[What you are asked to do]: The job is to find each line in the entries holding the string "Карта" and copy that line.

### Records for processing

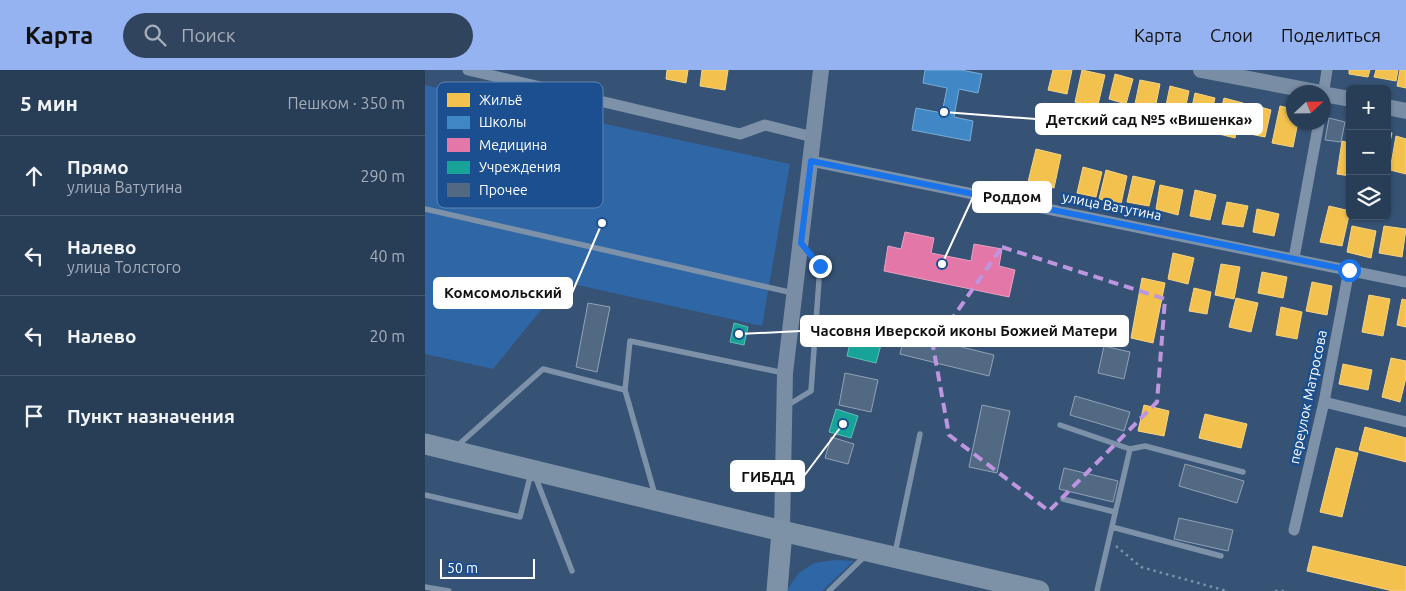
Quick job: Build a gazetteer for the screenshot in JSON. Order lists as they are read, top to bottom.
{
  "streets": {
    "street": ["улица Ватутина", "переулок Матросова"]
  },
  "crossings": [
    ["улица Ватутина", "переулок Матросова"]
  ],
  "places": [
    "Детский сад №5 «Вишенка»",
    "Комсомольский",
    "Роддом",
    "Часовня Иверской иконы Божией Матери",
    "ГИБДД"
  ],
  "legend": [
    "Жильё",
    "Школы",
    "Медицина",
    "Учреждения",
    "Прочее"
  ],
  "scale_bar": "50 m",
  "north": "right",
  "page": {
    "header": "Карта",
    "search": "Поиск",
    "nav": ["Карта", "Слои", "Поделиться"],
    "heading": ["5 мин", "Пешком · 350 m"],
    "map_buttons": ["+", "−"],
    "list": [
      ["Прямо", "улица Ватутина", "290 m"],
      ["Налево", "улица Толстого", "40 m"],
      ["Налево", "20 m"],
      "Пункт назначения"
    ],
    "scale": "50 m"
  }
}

######

[Exercise response]:
    "header": "Карта",
    "nav": ["Карта", "Слои", "Поделиться"],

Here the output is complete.